POLITICAL CAPITAL With elections looming, the Chen administration is trying to fix the banking system while forcing lenders to provide money to ailing firms


Taiwan's government is winning praise from bankers and analysts for making it easier for lenders to sell bad loans and to merge. It's also under fire for pushing the same banks to extend more loans to ailing companies.

Welcome to Taiwan's "on-again-off-again" effort to fix its banking system -- without cutting credit to some of its biggest companies and thus increasing unemployment ahead of the nation's December parliamentary elections.

Taiwan needs to reduce bad loans at banks, running at as much as 15 percent of total loans according to some analysts. Yet it's wary of stalling an economy already growing at its slowest pace in nearly three decades.

"The government has political pressure with the year-end elections coming up and reform is a longer-term goal," said Winnie Tiao, who helps manage NT$16 billion (US$465 million) in investments at Grand Pacific Securities Investment Trust Ltd (中信投信) in Taipei. "Sometimes they lean toward reform and sometimes they lean toward election concerns." Last week, the government was in reform mode.

The DPP executive and the Nationalist Party-controlled legislature reached a rare agreement and passed half a dozen financial industry laws in a special two-day session.

The laws make it easier for banks to merge by allowing them to form holding companies. Supervision of the financial industry will be taken over by a single authority, and lawmakers earmarked US$4 billion to buy bad loans from the island's smallest lenders.

Still, in the 13 months since the DPP came to power, its efforts to pass legislation have been stonewalled by the KMT, which holds a slim majority in the 220-member parliament.

Its hopes of winning a majority of seats may be stymied by the island's worst economic conditions in more than two decades.

The economy grew at its slowest pace in more than 26 years in the first-quarter, 1.1 percent. It's jobless rate rose to 4.4 percent in May, the highest since the government began compiling statistics in 1978.

"Taiwan is still flat on its back economically," said Han Ong, head of Asia-Pacific strategy at Salomon Smith Barney Hong Kong Ltd.
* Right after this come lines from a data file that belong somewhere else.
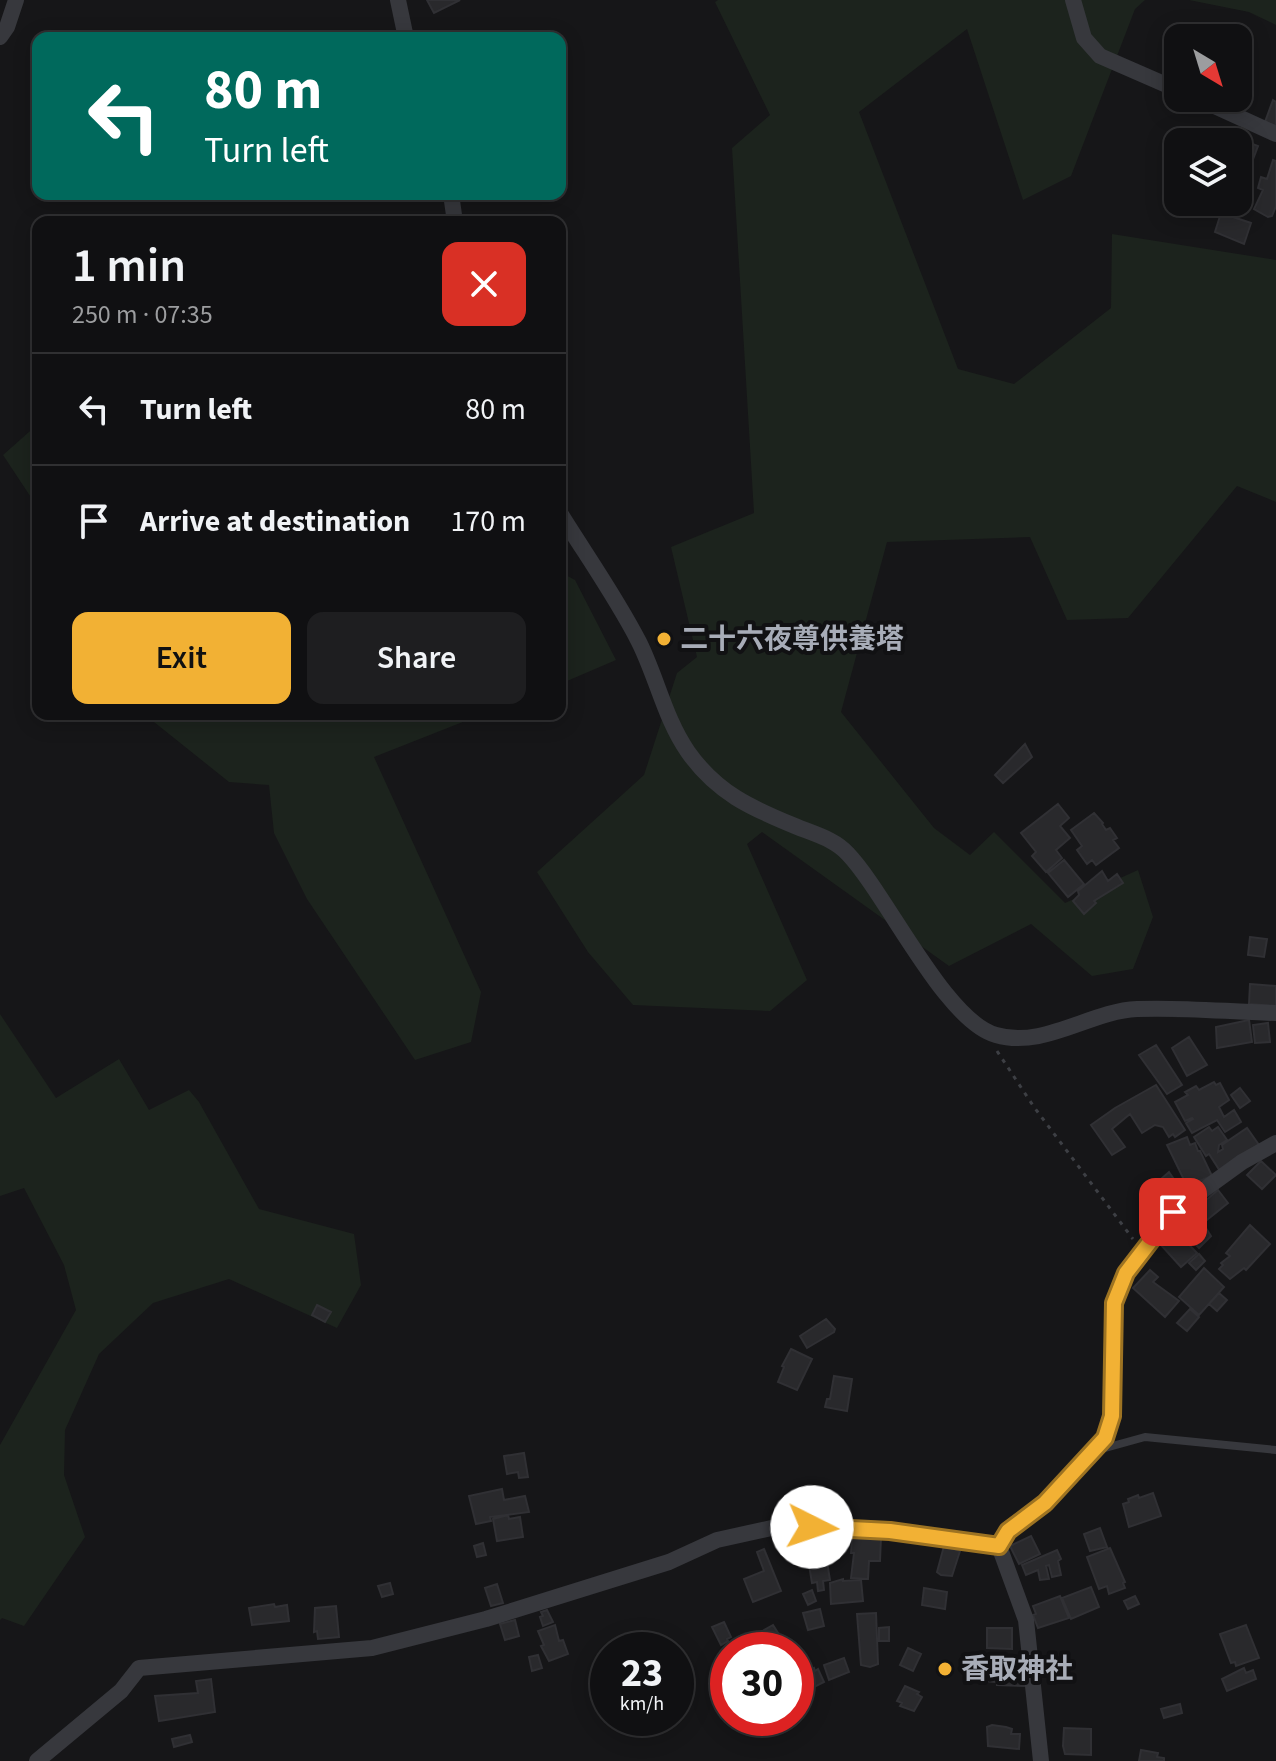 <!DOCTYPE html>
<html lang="en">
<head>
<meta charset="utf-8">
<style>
	body { margin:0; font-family:"Source Sans 3","Noto Sans JP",sans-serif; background:#1e1e20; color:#f1f3f6; height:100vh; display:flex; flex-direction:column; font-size:30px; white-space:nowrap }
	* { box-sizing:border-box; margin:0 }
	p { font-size:26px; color:#9c9d9f }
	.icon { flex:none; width:44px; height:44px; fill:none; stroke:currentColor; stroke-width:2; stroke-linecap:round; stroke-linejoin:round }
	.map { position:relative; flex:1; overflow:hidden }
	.sheet { position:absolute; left:32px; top:216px; width:534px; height:504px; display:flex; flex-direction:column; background:#101012; border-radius:16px; box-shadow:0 4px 20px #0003,0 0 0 2px #303032 }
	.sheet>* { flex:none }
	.guide { position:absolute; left:32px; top:32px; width:534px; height:168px; border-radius:16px; box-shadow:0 4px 20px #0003,0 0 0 2px #303032; background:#00695c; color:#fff; overflow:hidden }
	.needle { width:52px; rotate:142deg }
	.tools { position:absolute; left:1164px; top:24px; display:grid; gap:16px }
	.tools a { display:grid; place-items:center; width:88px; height:88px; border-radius:16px; background:#101012; box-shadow:0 4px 20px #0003,0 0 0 2px #303032; font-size:40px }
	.speed { position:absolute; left:590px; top:1632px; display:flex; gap:16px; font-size:40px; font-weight:700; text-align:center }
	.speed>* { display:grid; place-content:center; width:104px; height:104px; border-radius:50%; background:#101012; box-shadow:0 4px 20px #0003,0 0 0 2px #303032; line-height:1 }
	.speed small { font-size:20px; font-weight:400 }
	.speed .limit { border:12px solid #d22; background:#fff; color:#111 }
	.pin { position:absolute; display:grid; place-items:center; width:68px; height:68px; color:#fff; margin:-34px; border-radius:16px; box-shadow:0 4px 12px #0006 }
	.me { position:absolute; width:88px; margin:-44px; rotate:94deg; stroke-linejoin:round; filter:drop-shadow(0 0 6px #0008) }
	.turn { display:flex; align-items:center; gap:28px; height:168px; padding:0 40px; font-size:36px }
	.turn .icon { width:104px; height:104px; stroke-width:2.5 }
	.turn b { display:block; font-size:56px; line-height:68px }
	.round { display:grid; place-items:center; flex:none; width:84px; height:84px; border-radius:16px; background:#1e1e20 }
	.summary { display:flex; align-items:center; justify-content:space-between; height:136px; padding:0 40px }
	h1 { font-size:48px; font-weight:600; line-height:60px }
	.cta { display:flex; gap:16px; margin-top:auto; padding:16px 40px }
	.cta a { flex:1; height:92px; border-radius:16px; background:#f2b134; color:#111; font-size:32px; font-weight:600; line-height:92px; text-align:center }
	.cta a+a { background:#1e1e20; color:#f1f3f6 }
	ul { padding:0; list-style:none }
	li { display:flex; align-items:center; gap:24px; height:112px; padding:0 40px; border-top:2px solid #303032 }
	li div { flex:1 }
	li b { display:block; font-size:30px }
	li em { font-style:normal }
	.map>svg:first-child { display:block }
	.green { fill:#1c231d }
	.building { fill:#29292c; stroke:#303034; stroke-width:2 }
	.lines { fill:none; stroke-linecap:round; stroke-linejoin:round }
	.path { stroke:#3d3f44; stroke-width:3; stroke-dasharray:4 6; stroke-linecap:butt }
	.lane { stroke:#37383d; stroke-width:8 }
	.street { stroke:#37383d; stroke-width:16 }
	.route-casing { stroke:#9d7322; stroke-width:20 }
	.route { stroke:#f2b134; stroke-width:14 }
	.poi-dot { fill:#f2b134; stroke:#111113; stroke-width:3 }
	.labels { text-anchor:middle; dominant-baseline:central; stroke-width:8; stroke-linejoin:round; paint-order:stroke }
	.poi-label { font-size:28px; font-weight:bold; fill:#a8adb8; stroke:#111113; text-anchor:start }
</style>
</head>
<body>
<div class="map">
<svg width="1276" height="1761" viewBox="0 0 1276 1761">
	<rect width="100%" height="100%" fill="#161618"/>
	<path class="green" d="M718,0H1145L1135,9L1071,176L1023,200L967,29L859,112L958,369L1014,384L1111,308L1112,234L1276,260V502L1237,486L1128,618L1067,620L1030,537L887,542L841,712L934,828L970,855L994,832L1065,903L1138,870L1153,917L1133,969L1092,976L1031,924L949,966L762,832L747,844L807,980L770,1011L633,1005L588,952L537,872L644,775L677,673L697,657L671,547L754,513L732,148L770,115L715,2Z
		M1189,0H1276V25L1249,12Z
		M38,424V508L3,455Z
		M560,572L575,580L616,660L560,684Z
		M144,714H483L374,757L481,992L471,1042L415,1060L307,899L274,833L269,785L229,782Z
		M0,1014L56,1098L119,1059L149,1110L189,1090L199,1102L259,1209L354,1234L361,1285L337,1328L229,1279L153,1303L99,1354L65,1430L64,1475L85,1537L24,1626L2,1618L0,1620V1445L76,1310L64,1265L24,1188L0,1196Z"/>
	<path class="building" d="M427,0H460L434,13Z
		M1273,100L1276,102V126L1265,122Z
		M1234,137L1258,146L1249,170L1238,166V142H1232Z
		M1273,160L1276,161V206L1272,216L1268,217L1254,209L1263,190L1258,188L1261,177L1267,179Z
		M1221,213L1251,223L1244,244L1215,232Z
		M1025,744L1032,757L1003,783L995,775Z
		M1058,804L1069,818L1060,826L1070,838L1056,850L1062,858L1046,872L1032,856L1036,852L1021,833Z
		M1094,813L1103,823L1102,824L1106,830L1110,828L1117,838L1113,840L1119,848L1096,865L1092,860L1087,864L1077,850L1082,846L1071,830Z
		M1064,860L1084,884L1068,897L1048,873Z
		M1102,871L1108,881L1117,874L1123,883L1094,901L1096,903L1084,914L1073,901L1079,895L1078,891Z
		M1250,937L1267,939L1264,957L1248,955Z
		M1250,984L1276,986V1006L1249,1004Z
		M1249,1020L1252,1042L1217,1048L1216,1027Z
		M1268,1023L1270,1042L1255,1043L1253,1025Z
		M1189,1037L1207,1065L1187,1076L1172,1048Z
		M1156,1045L1182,1085L1167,1094L1139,1055Z
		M1214,1082L1216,1085L1220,1083L1229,1100L1219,1107L1224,1117L1234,1110L1241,1122L1225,1132L1217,1120L1192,1133L1186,1123L1193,1119L1192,1118L1185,1121L1175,1102L1188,1095L1185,1092L1196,1086L1199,1090Z
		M1156,1085L1185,1130L1175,1137L1173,1134L1169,1137L1163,1127L1155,1125L1142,1133L1130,1114L1112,1129L1125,1147L1112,1155L1091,1125L1115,1108Z
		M1240,1088L1250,1101L1240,1108L1231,1095Z
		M1209,1127L1212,1131L1218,1127L1227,1140L1219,1145L1218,1152L1223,1149L1222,1145L1247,1128L1259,1145L1220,1171L1209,1154L1206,1156L1194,1137Z
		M1187,1137L1190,1145L1195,1143L1198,1151H1200L1212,1176L1187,1186L1167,1145Z
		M1261,1161L1276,1175L1262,1189L1247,1175Z
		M1169,1172L1178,1185L1181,1183L1188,1191L1164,1210L1150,1193L1155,1188L1153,1186Z
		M1218,1190L1228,1203L1203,1223L1199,1218L1196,1220L1202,1227L1204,1225L1211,1236L1199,1248L1177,1225Z
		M1250,1225L1270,1244L1246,1270L1244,1268L1230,1279L1219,1269L1223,1265L1221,1263L1230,1256L1226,1253Z
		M1176,1231L1197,1253L1181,1267L1161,1245Z
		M1199,1254L1205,1261L1196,1270L1189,1263Z
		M1204,1268L1224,1287L1199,1315L1179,1297Z
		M1150,1270L1158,1277L1153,1282L1179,1301L1165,1317L1133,1288Z
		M1219,1293L1227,1300L1217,1311L1209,1304Z
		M317,1305L331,1312L325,1322L312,1315Z
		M1190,1309L1199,1317L1187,1331L1177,1323Z
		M826,1319L835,1329L834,1332L807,1348L800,1336Z
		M791,1349L812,1359L797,1390L778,1382L784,1367L782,1366Z
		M834,1376L852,1379L847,1411L825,1407L827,1399H830Z
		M524,1453L528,1477L519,1478L518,1472L507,1474L504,1456Z
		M502,1489L504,1500L525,1496L529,1512L490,1517L491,1521L476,1524L469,1496Z
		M1153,1493L1161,1516L1129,1527L1123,1504L1129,1502L1128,1499L1138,1495L1139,1498Z
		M508,1515L509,1519L520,1517L523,1537L497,1541L493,1519Z
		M1100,1528L1107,1547L1090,1551L1084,1534Z
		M852,1535L881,1537L880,1561H869L868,1579L851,1578L854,1553H851Z
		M1031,1536L1040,1554L1019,1564L1010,1546Z
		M822,1542L825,1560L804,1564L801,1545Z
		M483,1543L486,1555L477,1557L474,1546Z
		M944,1546L960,1551L952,1576L941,1575L937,1572Z
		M1110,1548L1125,1582L1123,1583L1125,1588L1109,1594L1107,1586L1099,1589L1087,1557Z
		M764,1549L781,1591L753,1602L744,1579L764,1571L757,1552Z
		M1057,1550L1061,1559L1058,1561L1061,1575L1052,1577L1049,1565L1046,1566L1049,1579L1040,1580L1038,1570L1026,1575L1022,1565Z
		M827,1562L830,1580L823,1581L824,1590L818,1591L817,1582L812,1583L809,1565Z
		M843,1579V1581L861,1580L863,1601L831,1604L830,1583Z
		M390,1583L393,1594L382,1597L378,1586Z
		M497,1584L503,1603L491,1606L485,1588Z
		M1091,1587L1099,1607L1071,1619L1062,1598Z
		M924,1588L947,1592L945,1609L922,1605Z
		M812,1590L816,1601L808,1605L803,1594Z
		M1060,1596L1069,1618L1038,1628L1033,1615L1036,1614L1033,1606Z
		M1135,1596L1139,1604L1128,1609L1124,1601Z
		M274,1604L275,1607L287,1605L289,1621L252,1625L249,1608Z
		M336,1606L339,1637L318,1639L317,1631L314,1632L315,1608Z
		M820,1609L824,1626L808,1630L803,1613Z
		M547,1610L553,1622L543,1626L540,1617L543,1616L541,1612Z
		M876,1613L878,1664L870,1667L861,1665L857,1614Z
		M515,1620L519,1636L505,1640L500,1624Z
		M724,1622L731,1637L727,1639L728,1641L721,1645L712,1627Z
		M555,1625L559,1641L563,1640L568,1654L549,1661L541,1646L544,1645L538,1631Z
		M773,1625L785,1644L775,1650H748L743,1642Z
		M1246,1625L1259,1658L1236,1666L1235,1662L1231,1663L1220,1634Z
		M889,1627V1641H879V1628Z
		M987,1628H1012V1649L987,1648Z
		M908,1648L921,1654L913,1671L900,1665Z
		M538,1655L542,1668L532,1671L529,1657Z
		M844,1658L849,1672L829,1680L824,1665Z
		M1010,1662L1025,1664L1024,1686L997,1685L998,1664H1010Z
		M814,1668L815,1671L818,1669L824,1682L800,1694L796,1685V1677Z
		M1244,1668L1246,1673L1253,1670L1256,1679L1227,1691L1222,1679Z
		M986,1670L995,1671V1682L985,1681Z
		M211,1679L215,1712L159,1721L155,1696L198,1693L196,1681Z
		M905,1686L919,1692L917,1694L922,1697L914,1711L900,1706L902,1703L897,1701Z
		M1180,1704L1182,1713L1164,1718L1161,1709Z
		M992,1725L1006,1727L1012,1729L1011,1734H1020L1019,1749L988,1746L987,1727Z
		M1064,1728L1091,1729V1755L1065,1754L1063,1746Z
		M190,1735L192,1742L174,1747L172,1739Z
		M1141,1750L1158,1753L1157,1757L1164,1758V1761H1139Z"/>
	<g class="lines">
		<path class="path" d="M997,1051L1034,1107L1133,1239"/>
		<path class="lane" d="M1098,1450L1145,1437L1276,1450"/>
		<path class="street" d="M398,0L406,38
			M1073,0L1084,38L1100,56L1178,90
			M0,37L7,27L16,0
			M1197,98L1276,134
			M451,194L455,222
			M560,513C586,555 616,597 639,642C657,678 665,719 688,752C717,793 751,808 795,826C814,834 835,839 848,854C887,895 945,1021 996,1035C1044,1049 1090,1011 1137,1009C1183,1007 1230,1012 1276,1013
			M37,1761L121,1691L139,1668L372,1648L486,1619L669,1562L717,1540L776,1527L890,1531L999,1546
			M1041,1761L1026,1620L999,1546L1008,1531L1045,1503L1105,1438L1112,1416L1114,1303L1126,1273L1173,1212L1242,1162L1276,1143"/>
	</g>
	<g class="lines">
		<defs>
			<path id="route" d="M812,1527L890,1531L999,1546L1008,1531L1045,1503L1105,1438L1112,1416L1114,1303L1126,1273L1173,1212"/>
		</defs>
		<use href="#route" class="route-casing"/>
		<use href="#route" class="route"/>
	</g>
	<g class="poi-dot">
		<circle cx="664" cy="639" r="8"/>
		<circle cx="945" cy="1669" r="8"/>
	</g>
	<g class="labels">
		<g class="poi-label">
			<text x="680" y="639">二十六夜尊供養塔</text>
			<text x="961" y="1669">香取神社</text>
		</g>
	</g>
</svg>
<div class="tools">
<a><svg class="needle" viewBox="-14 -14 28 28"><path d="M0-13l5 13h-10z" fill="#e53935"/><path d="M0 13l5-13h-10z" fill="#9c9d9f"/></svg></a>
<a><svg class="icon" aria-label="layers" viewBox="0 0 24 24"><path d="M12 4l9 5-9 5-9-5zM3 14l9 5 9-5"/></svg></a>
</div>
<div class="speed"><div>23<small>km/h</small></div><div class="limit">30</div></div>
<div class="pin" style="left:1173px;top:1212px;background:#d93025"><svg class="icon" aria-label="arrive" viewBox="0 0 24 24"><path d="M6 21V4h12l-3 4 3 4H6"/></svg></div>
<svg class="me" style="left:812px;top:1527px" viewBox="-20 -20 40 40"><circle r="19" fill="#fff"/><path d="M0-13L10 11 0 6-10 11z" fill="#f2b134"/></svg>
<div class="guide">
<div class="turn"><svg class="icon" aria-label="left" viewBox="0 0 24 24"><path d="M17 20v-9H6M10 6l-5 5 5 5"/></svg><div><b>80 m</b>Turn left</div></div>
</div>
<section class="sheet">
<div class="summary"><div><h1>1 min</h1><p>250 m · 07:35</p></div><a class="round" style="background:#d93025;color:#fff"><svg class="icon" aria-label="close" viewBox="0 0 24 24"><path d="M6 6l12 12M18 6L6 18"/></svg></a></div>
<ul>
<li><svg class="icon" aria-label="left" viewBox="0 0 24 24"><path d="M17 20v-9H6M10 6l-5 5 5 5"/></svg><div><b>Turn left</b></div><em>80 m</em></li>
<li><svg class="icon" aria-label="arrive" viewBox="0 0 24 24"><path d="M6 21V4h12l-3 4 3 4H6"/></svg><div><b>Arrive at destination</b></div><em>170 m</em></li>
</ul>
<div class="cta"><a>Exit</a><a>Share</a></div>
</section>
</div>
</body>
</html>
At the same time, the Central Bank of China and Ministry of Finance have been pressuring banks to keep lending to viable companies since last year -- with some success, as the government controls the assets of nine of the island's top 10 banks.

It's also trying to help companies that have already stopped repaying debt, such as Hualon Corp (華隆), which in May faced calls to repay NT$29.3 billion of loans. The textile maker asked for -- and received -- government help, forcing 22 banks to cut interest charges and give it more time to repay debt.

"The ministry has agreed with our request for a payment extension though talks are still ongoing," said Yao Chia-chih, a Hualon spokeswoman. "We expect a decision in the next month." That type of interference shouldn't happen, say bankers.

"I don't think government intervention is the right approach," said Jason Wang, chief financial officer at Chinatrust Commercial Bank (中國信託商銀). Banks that ignore directives can be called in to explain themselves to senior officials, he said.

For its part, the government says it's only asking banks not to create a credit crunch by cutting off loans to good companies just because the economy is slowing.